TASK DATA:
# # # #

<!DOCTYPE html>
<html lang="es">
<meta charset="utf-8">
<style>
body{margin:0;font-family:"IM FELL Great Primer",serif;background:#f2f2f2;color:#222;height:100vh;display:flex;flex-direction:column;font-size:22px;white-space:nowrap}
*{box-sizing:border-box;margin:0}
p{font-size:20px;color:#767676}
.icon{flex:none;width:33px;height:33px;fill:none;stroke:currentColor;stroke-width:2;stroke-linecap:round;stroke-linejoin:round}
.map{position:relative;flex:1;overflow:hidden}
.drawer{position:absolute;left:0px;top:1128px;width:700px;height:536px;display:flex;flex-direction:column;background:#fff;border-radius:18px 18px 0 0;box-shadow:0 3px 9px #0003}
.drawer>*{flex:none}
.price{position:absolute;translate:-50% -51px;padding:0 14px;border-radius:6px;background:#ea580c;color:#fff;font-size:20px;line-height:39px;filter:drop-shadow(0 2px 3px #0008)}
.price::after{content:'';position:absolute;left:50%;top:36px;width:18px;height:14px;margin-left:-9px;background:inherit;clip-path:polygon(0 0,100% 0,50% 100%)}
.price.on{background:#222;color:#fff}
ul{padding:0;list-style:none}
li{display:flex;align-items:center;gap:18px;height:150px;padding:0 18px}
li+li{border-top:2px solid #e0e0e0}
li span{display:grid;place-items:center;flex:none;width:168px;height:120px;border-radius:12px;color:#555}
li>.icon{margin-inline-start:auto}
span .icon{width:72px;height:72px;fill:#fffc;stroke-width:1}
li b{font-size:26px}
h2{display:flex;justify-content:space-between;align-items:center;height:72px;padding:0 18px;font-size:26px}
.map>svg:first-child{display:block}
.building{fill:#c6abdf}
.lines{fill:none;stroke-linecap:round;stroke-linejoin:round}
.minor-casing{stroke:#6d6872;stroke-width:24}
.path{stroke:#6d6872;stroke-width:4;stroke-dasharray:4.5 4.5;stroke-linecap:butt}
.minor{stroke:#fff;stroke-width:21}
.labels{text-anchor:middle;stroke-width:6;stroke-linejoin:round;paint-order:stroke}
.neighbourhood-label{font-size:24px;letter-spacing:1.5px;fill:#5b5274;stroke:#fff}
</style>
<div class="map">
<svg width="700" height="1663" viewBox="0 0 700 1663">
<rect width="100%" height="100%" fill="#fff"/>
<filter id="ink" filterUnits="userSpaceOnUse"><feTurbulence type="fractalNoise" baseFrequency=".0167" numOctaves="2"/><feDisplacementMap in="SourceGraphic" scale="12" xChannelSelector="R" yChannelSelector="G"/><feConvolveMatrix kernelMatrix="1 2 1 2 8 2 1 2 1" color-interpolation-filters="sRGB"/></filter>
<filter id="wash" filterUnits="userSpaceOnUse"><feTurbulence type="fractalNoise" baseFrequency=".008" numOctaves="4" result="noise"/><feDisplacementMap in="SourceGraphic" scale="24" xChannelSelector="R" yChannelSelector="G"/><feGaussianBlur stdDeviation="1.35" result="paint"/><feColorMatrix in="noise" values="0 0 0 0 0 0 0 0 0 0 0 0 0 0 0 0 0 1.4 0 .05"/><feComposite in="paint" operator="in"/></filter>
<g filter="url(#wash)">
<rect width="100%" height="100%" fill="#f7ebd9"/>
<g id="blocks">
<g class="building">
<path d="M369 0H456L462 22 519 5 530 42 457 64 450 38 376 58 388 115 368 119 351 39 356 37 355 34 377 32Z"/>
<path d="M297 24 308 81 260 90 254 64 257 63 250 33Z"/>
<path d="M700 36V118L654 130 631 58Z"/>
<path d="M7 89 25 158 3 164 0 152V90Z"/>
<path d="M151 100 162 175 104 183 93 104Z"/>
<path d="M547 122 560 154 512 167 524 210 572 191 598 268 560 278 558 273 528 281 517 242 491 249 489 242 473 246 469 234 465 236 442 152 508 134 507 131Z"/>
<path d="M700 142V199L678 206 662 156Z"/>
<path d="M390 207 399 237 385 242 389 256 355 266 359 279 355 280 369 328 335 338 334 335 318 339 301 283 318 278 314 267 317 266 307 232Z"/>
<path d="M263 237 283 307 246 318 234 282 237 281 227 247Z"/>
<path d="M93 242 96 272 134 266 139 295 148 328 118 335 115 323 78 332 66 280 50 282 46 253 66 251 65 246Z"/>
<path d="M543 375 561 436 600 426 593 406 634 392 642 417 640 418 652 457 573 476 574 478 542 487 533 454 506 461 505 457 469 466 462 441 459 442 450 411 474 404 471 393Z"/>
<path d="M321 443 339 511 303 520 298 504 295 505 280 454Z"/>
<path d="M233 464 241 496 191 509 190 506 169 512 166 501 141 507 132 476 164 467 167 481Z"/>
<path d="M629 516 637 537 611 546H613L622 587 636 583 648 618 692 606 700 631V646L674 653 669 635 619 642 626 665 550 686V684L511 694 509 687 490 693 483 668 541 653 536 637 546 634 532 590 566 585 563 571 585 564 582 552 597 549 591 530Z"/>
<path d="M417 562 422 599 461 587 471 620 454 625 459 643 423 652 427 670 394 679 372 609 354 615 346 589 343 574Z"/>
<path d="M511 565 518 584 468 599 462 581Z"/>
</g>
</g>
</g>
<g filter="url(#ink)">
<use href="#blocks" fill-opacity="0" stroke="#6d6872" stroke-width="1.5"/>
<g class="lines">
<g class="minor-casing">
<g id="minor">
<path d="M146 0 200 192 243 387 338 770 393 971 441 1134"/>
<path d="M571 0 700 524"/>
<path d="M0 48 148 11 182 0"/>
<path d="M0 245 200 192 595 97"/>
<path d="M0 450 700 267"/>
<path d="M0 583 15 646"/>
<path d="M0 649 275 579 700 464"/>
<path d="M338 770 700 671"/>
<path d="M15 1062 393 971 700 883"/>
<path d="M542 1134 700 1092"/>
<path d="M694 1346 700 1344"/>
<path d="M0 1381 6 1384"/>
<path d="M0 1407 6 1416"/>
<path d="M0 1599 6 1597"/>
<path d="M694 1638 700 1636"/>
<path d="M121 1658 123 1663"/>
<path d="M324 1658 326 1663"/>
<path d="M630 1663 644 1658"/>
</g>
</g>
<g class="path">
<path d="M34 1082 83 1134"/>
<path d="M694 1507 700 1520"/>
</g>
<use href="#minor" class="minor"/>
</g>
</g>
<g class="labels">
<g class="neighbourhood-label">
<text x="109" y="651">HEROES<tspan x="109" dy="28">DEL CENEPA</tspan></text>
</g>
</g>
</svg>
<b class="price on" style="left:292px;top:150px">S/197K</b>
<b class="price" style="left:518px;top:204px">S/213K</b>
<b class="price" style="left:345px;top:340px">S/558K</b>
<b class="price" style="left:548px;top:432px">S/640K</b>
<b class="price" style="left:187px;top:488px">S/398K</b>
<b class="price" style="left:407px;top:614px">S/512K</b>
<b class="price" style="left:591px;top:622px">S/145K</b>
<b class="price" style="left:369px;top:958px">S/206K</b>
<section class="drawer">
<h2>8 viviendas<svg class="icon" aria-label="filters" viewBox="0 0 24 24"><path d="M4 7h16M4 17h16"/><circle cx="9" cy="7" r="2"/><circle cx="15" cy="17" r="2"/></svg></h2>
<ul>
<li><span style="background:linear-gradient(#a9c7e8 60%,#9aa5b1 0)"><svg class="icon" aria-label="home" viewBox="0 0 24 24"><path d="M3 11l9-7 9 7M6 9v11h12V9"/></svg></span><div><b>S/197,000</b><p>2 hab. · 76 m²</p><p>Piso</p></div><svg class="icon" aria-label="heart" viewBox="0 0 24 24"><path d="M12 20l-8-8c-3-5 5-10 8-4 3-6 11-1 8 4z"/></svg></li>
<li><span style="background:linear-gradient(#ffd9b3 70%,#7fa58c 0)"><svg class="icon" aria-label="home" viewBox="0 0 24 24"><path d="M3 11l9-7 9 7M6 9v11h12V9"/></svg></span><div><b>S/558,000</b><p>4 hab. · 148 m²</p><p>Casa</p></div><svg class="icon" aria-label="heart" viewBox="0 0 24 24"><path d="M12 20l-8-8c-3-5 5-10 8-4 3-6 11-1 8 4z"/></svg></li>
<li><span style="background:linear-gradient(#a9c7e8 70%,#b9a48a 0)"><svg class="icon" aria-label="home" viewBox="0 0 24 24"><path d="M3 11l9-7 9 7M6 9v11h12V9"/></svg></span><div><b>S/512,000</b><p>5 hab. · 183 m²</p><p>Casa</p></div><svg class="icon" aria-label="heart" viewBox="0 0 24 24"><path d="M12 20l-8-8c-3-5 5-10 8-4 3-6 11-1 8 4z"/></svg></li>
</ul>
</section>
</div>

# # # #

PROBLEM TO SOLVE: Please filter the entries above down to the lines holding "wash" and copy them.

OUTPUT:
<filter id="wash" filterUnits="userSpaceOnUse"><feTurbulence type="fractalNoise" baseFrequency=".008" numOctaves="4" result="noise"/><feDisplacementMap in="SourceGraphic" scale="24" xChannelSelector="R" yChannelSelector="G"/><feGaussianBlur stdDeviation="1.35" result="paint"/><feColorMatrix in="noise" values="0 0 0 0 0 0 0 0 0 0 0 0 0 0 0 0 0 1.4 0 .05"/><feComposite in="paint" operator="in"/></filter>
<g filter="url(#wash)">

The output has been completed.